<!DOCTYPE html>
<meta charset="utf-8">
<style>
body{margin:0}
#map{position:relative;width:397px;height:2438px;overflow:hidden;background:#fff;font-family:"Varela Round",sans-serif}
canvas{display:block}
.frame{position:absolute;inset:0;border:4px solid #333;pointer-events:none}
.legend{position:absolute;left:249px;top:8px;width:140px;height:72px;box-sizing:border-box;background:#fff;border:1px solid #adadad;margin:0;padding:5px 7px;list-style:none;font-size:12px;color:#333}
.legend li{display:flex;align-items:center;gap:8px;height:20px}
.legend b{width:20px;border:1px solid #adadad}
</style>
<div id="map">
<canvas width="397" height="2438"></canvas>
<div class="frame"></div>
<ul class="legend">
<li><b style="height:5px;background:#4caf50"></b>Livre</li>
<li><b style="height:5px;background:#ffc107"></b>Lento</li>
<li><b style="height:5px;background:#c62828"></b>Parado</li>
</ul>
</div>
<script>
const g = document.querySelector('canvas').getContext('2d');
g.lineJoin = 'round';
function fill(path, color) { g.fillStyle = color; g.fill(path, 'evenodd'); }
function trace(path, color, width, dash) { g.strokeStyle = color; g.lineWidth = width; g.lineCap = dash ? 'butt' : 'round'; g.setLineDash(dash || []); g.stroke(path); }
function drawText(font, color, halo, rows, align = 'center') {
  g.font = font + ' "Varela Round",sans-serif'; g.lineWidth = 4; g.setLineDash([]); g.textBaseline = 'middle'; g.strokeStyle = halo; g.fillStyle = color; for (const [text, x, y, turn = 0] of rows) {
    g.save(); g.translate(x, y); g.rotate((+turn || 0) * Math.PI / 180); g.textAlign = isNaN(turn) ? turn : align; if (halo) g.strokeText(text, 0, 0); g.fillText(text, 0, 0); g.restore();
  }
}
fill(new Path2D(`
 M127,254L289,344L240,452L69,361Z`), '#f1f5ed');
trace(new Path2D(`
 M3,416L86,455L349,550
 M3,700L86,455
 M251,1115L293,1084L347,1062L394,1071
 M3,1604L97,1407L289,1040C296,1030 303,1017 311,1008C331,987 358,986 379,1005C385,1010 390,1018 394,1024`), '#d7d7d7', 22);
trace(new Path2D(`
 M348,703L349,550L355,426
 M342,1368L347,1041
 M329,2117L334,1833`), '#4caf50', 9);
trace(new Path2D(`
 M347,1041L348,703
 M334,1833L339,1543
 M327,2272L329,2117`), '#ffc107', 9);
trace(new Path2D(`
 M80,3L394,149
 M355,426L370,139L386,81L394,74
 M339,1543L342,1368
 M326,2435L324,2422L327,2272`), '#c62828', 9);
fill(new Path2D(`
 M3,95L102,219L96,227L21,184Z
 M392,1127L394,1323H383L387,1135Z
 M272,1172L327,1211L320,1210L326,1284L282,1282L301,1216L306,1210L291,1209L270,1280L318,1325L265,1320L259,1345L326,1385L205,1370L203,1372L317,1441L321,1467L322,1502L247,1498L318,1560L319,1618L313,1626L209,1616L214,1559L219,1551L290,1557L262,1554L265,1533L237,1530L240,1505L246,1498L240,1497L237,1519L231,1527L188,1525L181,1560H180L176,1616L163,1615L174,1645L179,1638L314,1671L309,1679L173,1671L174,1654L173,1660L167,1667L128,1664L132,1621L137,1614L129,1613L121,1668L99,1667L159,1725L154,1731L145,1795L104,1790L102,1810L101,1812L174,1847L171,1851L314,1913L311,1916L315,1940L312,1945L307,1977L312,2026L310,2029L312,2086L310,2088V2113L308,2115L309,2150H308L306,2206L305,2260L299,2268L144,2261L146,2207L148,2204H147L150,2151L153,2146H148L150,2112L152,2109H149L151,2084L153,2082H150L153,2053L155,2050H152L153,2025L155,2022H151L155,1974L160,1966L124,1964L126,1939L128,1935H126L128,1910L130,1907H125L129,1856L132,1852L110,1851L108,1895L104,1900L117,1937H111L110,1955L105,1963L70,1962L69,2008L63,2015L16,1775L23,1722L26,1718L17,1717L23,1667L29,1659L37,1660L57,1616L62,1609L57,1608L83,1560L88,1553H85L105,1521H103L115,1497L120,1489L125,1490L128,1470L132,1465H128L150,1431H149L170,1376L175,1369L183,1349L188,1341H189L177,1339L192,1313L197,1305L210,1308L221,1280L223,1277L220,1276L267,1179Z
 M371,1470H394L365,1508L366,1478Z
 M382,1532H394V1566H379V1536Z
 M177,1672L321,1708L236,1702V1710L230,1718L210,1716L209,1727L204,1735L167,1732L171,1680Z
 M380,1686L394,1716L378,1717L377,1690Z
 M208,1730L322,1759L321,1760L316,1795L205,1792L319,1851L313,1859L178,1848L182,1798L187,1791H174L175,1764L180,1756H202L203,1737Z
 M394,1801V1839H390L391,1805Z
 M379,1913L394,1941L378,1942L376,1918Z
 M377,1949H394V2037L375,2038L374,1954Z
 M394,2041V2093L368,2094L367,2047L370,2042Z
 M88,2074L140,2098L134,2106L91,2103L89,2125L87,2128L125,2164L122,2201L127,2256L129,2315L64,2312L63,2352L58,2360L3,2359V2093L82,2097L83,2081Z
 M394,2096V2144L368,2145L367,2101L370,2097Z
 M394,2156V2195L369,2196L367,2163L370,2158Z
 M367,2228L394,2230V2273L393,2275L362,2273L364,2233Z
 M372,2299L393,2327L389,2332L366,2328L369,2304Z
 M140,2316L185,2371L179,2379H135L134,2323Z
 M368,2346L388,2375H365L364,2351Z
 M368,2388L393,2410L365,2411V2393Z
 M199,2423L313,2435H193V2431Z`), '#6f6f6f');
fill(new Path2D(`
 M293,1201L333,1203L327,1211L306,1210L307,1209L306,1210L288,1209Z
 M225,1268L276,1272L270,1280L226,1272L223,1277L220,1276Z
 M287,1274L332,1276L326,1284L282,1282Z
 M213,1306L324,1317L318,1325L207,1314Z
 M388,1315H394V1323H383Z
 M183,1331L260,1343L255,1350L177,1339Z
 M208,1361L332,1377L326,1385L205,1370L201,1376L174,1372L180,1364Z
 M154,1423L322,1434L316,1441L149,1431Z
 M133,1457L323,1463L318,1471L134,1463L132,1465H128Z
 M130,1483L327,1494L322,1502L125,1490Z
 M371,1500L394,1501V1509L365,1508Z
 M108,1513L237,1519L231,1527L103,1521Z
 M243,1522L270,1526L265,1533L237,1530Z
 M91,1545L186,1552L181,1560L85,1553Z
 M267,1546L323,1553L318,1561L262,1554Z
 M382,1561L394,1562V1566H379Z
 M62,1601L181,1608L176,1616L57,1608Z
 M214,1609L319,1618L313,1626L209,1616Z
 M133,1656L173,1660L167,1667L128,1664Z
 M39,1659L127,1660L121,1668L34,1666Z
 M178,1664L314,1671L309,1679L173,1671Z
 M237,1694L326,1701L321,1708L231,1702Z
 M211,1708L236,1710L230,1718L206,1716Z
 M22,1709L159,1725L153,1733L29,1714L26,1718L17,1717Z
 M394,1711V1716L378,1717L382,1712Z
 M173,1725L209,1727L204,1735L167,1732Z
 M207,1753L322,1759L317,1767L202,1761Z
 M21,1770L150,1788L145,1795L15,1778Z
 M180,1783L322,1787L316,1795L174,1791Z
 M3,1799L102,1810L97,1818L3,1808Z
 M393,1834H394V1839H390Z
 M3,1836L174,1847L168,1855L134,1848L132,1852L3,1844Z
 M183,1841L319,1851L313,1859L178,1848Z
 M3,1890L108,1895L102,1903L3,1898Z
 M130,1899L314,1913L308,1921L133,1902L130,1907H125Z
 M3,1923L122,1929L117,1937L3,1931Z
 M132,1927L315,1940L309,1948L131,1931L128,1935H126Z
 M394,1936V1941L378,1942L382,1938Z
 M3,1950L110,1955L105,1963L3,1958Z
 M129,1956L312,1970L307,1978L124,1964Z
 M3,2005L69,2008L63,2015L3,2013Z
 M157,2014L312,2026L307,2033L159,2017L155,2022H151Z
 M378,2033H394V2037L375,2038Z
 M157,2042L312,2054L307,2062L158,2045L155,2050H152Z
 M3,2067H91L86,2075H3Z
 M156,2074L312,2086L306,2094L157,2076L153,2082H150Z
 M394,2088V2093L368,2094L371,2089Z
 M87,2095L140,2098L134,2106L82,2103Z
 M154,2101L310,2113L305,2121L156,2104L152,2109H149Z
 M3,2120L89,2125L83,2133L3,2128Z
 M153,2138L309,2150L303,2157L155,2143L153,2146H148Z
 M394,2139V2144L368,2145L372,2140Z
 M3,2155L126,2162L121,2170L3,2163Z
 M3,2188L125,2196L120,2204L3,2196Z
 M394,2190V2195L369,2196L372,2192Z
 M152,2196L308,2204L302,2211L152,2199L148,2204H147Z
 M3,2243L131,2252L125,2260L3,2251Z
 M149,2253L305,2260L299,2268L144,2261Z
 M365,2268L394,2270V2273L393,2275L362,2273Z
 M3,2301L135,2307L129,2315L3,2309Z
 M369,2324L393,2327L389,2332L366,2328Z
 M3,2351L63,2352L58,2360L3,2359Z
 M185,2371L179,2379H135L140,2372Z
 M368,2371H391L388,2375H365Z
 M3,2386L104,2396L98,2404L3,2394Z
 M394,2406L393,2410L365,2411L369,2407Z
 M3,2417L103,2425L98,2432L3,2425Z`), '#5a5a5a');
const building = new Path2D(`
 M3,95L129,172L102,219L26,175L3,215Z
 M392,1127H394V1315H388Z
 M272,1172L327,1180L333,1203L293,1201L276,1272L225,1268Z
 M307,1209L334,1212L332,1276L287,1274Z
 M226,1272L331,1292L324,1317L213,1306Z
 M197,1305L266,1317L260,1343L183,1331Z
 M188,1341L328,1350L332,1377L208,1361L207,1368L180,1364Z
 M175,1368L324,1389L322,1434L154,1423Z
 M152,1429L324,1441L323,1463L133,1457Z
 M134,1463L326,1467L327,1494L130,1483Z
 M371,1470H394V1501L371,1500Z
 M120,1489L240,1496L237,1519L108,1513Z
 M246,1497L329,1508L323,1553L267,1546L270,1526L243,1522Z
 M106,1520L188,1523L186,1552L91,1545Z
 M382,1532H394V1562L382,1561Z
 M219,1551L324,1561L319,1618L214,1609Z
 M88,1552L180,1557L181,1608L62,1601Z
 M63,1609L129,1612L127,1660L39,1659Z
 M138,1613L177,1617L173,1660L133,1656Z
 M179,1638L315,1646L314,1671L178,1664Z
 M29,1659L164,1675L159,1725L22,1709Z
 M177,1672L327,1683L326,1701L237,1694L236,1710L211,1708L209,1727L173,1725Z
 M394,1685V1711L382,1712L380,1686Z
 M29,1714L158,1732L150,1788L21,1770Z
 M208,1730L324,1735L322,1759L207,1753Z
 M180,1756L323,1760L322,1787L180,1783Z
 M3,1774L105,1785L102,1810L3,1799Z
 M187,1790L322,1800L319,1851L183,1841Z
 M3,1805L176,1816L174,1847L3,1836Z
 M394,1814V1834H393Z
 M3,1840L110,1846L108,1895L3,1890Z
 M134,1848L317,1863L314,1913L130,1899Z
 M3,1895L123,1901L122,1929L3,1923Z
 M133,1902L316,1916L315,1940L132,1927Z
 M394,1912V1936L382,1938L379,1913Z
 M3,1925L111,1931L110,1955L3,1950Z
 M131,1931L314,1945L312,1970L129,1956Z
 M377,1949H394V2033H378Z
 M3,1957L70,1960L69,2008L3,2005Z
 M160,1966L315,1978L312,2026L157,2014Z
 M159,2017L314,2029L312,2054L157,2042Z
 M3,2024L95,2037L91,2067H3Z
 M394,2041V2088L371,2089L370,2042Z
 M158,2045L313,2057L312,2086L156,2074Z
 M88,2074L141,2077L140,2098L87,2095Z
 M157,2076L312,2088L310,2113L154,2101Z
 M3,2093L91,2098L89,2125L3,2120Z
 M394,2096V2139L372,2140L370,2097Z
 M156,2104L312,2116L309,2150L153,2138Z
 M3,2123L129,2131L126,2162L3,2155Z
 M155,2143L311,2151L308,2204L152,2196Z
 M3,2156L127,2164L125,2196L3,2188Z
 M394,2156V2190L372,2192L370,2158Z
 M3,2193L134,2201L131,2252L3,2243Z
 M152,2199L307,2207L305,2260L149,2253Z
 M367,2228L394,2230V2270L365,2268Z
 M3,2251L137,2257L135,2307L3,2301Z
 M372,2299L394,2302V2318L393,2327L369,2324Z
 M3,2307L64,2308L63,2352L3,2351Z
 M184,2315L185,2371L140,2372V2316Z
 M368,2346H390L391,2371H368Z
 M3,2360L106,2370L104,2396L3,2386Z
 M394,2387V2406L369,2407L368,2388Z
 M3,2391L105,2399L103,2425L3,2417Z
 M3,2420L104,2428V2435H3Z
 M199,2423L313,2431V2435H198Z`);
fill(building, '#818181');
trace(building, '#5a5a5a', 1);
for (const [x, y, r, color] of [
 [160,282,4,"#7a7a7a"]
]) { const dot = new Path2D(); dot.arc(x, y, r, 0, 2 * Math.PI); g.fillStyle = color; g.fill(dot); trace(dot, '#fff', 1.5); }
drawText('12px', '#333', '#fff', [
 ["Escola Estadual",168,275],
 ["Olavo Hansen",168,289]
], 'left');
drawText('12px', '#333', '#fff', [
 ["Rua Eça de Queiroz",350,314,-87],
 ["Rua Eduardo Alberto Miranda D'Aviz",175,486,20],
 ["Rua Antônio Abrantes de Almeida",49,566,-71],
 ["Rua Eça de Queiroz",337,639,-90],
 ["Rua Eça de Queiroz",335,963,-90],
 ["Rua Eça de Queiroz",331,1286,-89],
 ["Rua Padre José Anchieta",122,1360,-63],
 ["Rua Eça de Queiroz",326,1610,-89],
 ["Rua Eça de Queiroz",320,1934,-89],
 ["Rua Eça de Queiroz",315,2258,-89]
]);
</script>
- - - - - - -
Directions for this task: Restate verbatim the first line above and all lines after it through the line containing "function fill(path, color)"; omit the rest.

Result below:
<!DOCTYPE html>
<meta charset="utf-8">
<style>
body{margin:0}
#map{position:relative;width:397px;height:2438px;overflow:hidden;background:#fff;font-family:"Varela Round",sans-serif}
canvas{display:block}
.frame{position:absolute;inset:0;border:4px solid #333;pointer-events:none}
.legend{position:absolute;left:249px;top:8px;width:140px;height:72px;box-sizing:border-box;background:#fff;border:1px solid #adadad;margin:0;padding:5px 7px;list-style:none;font-size:12px;color:#333}
.legend li{display:flex;align-items:center;gap:8px;height:20px}
.legend b{width:20px;border:1px solid #adadad}
</style>
<div id="map">
<canvas width="397" height="2438"></canvas>
<div class="frame"></div>
<ul class="legend">
<li><b style="height:5px;background:#4caf50"></b>Livre</li>
<li><b style="height:5px;background:#ffc107"></b>Lento</li>
<li><b style="height:5px;background:#c62828"></b>Parado</li>
</ul>
</div>
<script>
const g = document.querySelector('canvas').getContext('2d');
g.lineJoin = 'round';
function fill(path, color) { g.fillStyle = color; g.fill(path, 'evenodd'); }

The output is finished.